The Bones report also gave a further impetus to the idea that those elected as Liberal Democrats should, subject to their personal financial situation, make a contribution back to help pay for the work that got them elected. On this it was successful, with not only such schemes spreading further amongst local government but also now in place for ministers. Progress too has also been made on the proposals to give extra support to help generate a more diverse set of candidates (once conference finally found a set of detailed plans it could vote for).

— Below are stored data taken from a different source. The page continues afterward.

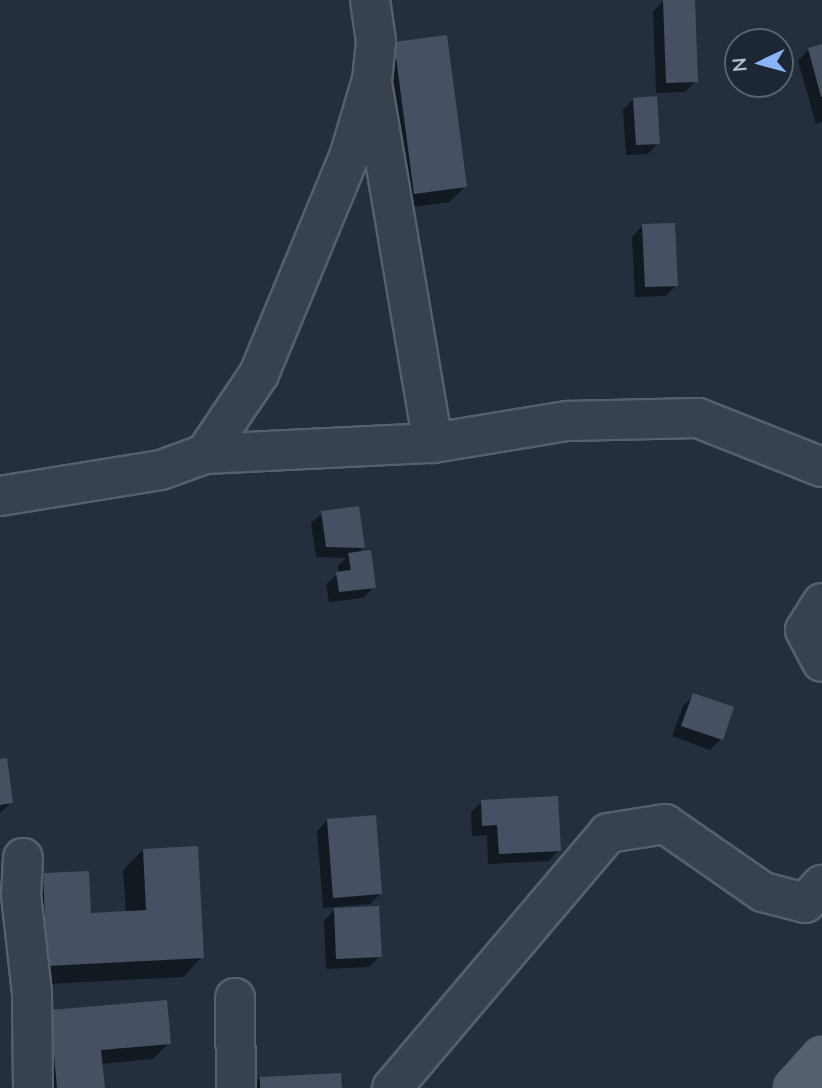 <!DOCTYPE html>
<style>
body{margin:0}
#map{position:relative;width:822px;height:1088px;overflow:hidden;background:#242f3e;font-family:"Nunito Sans",sans-serif}
div>[style]{position:absolute}
.shadow>*{inset:0;background:#0007}
.building>*{inset:0;background:#455162}
.roads{filter:drop-shadow(2px 0 #565f6c) drop-shadow(-2px 0 #565f6c) drop-shadow(0 2px #565f6c) drop-shadow(0 -2px #565f6c)}
.minor>*{height:38px;margin:-19px;padding:0 19px;transform-origin:19px;border-radius:19px;background:#38414e}
.major>*{height:38px;margin:-19px;padding:0 19px;transform-origin:19px;border-radius:19px;background:#56606e}
span{translate:-50% -50%;white-space:nowrap;text-align:center;line-height:1.15;-webkit-text-stroke:5px #1d2633;paint-order:stroke}
.north{position:absolute;left:724px;top:28px;width:70px;height:70px;box-sizing:border-box;background:#1d2633;border:2px solid #59626f;border-radius:50%;rotate:265deg;font-size:19px;font-weight:700;line-height:28px;text-align:center;color:#b4bcc9}
.north::after{content:'';display:block;margin:auto;width:24px;height:32px;background:#8ab4f8;clip-path:polygon(50% 0,100% 100%,50% 72%,0 100%)}
</style>
<div id="map">
<div class="shadow">
<div style="clip-path:polygon(693px 0,696px 81px,685px 92px,656px 93px,653px 11px,664px 1px)"></div>
<div style="clip-path:polygon(395px 44px,465px 187px,449px 202px,399px 209px,379px 59px)"></div>
<div style="clip-path:polygon(822px 46px,822px 122px,816px 124px,798px 61px,808px 50px)"></div>
<div style="clip-path:polygon(633px 99px,658px 143px,648px 154px,626px 155px,623px 110px)"></div>
<div style="clip-path:polygon(642px 226px,676px 285px,666px 296px,635px 297px,632px 237px)"></div>
<div style="clip-path:polygon(322px 513px,363px 548px,356px 554px,374px 587px,363px 598px,329px 602px,326px 584px,339px 573px,338px 566px,346px 558px,316px 557px,311px 523px)"></div>
<div style="clip-path:polygon(694px 695px,721px 739px,710px 750px,672px 736px,683px 706px)"></div>
<div style="clip-path:polygon(0 761px,11px 803px,0 813px)"></div>
<div style="clip-path:polygon(481px 802px,559px 850px,549px 861px,488px 864px,487px 835px,472px 836px,471px 812px)"></div>
<div style="clip-path:polygon(328px 820px,380px 894px,370px 904px,323px 908px,317px 831px)"></div>
<div style="clip-path:polygon(143px 850px,202px 957px,183px 977px,28px 985px,23px 895px,43px 875px,89px 915px,126px 913px,123px 870px)"></div>
<div style="clip-path:polygon(336px 908px,380px 956px,369px 967px,326px 969px,324px 921px)"></div>
<div style="clip-path:polygon(51px 1012px,169px 1043px,153px 1059px,101px 1064px,103px 1088px,41px 1088px)"></div>
<div style="clip-path:polygon(260px 1079px,340px 1088px,252px 1088px)"></div>
</div>
<div class="building">
<div style="clip-path:polygon(663px 0,695px 0,698px 82px,666px 83px)"></div>
<div style="clip-path:polygon(447px 35px,467px 187px,414px 194px,394px 42px)"></div>
<div style="clip-path:polygon(822px 44px,822px 97px,821px 97px,808px 48px)"></div>
<div style="clip-path:polygon(657px 96px,660px 144px,636px 145px,633px 98px)"></div>
<div style="clip-path:polygon(675px 223px,678px 286px,645px 287px,642px 224px)"></div>
<div style="clip-path:polygon(359px 506px,365px 548px,326px 547px,321px 511px)"></div>
<div style="clip-path:polygon(371px 550px,376px 588px,339px 592px,336px 572px,351px 570px,348px 553px)"></div>
<div style="clip-path:polygon(693px 693px,734px 707px,723px 740px,681px 726px)"></div>
<div style="clip-path:polygon(7px 758px,13px 803px,0 805px,0 759px)"></div>
<div style="clip-path:polygon(558px 796px,561px 851px,499px 854px,497px 825px,482px 826px,481px 800px)"></div>
<div style="clip-path:polygon(376px 815px,382px 894px,333px 898px,327px 819px)"></div>
<div style="clip-path:polygon(198px 846px,204px 958px,47px 966px,43px 873px,89px 871px,91px 913px,146px 910px,143px 849px)"></div>
<div style="clip-path:polygon(379px 906px,382px 957px,336px 959px,334px 908px)"></div>
<div style="clip-path:polygon(167px 1000px,171px 1044px,101px 1050px,105px 1088px,57px 1088px,50px 1010px)"></div>
<div style="clip-path:polygon(341px 1073px,342px 1088px,260px 1088px,260px 1077px)"></div>
</div>
<div class="roads">
<div class="minor">
<div style="left:373px;top:89px;width:359px;rotate:80.4deg"></div>
<div style="left:205px;top:454px;width:228px;rotate:-2.8deg"></div>
<div style="left:433px;top:443px;width:137px;rotate:-9.3deg"></div>
<div style="left:568px;top:421px;width:130px;rotate:-1.3deg"></div>
<div style="left:698px;top:418px;width:133px;rotate:21.6deg"></div>
<div style="left:0;top:496px;width:163px;rotate:-9.2deg"></div>
<div style="left:161px;top:470px;width:47px;rotate:-20deg"></div>
<div style="left:205px;top:454px;width:97px;rotate:-56deg"></div>
<div style="left:259px;top:374px;width:235px;rotate:-67.5deg"></div>
<div style="left:349px;top:157px;width:80px;rotate:-73.4deg"></div>
<div style="left:372px;top:80px;width:39px;rotate:-84deg"></div>
<div style="left:376px;top:41px;width:41px;rotate:-98.3deg"></div>
<div style="left:822px;top:603px;width:32px;rotate:122deg"></div>
<div style="left:805px;top:630px;width:36px;rotate:62deg"></div>
<div style="left:23px;top:858px;width:37px;rotate:93deg"></div>
<div style="left:21px;top:895px;width:99px;rotate:83.6deg"></div>
<div style="left:32px;top:993px;width:95px;rotate:89.4deg"></div>
<div style="left:235px;top:998px;width:90px;rotate:89.4deg"></div>
<div style="left:392px;top:1088px;width:334px;rotate:-49.7deg"></div>
<div style="left:608px;top:833px;width:58px;rotate:-9deg"></div>
<div style="left:665px;top:824px;width:119px;rotate:34.8deg"></div>
<div style="left:763px;top:892px;width:43px;rotate:14.7deg"></div>
<div style="left:805px;top:903px;width:25px;rotate:-47deg"></div>
</div>
<div class="major">
<div style="left:794px;top:1088px;width:42px;rotate:-47.9deg"></div>
</div>
</div>
<div class="north">N</div>
</div>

Some aspects of the report have been rather overtaken by events – such as the questions of communication, both internal and external. But most striking reading through the report now is what it says about the need to build a party in which supporters are more involved, members play an active role in campaigning locally and online to supplement the party’s national and central activities and in which community politics once again becomes “at the heart of our ‘war on the ground’ activity … not just through reconnecting local parties with best practice already out there but also be piloting and evaluating radically different ways of engaging locally”.

All aims that are as important, if not more important, now than in 2008 as regular readers will know from my comments about community politics and treating supporters as active participants rather than passive spectators. And yet they are also aims on which the Bones Reports ended up producing very little in the way of progress or experimentation (even allowing for the brief consideration to setting up a “Liberal Britain” online campaign group to bring together liberal campaigners inside and outside the party).

One general election on, the need to remedy that is all the more pressing, especially given the long-term trend in the party’s local government base. That’s why I’ve been co-authoring a new guide to local campaigning (which will appear any day now, hint hint ALDC), for example. But it’s only one small contribution to a bigger challenge we all need to play our part in.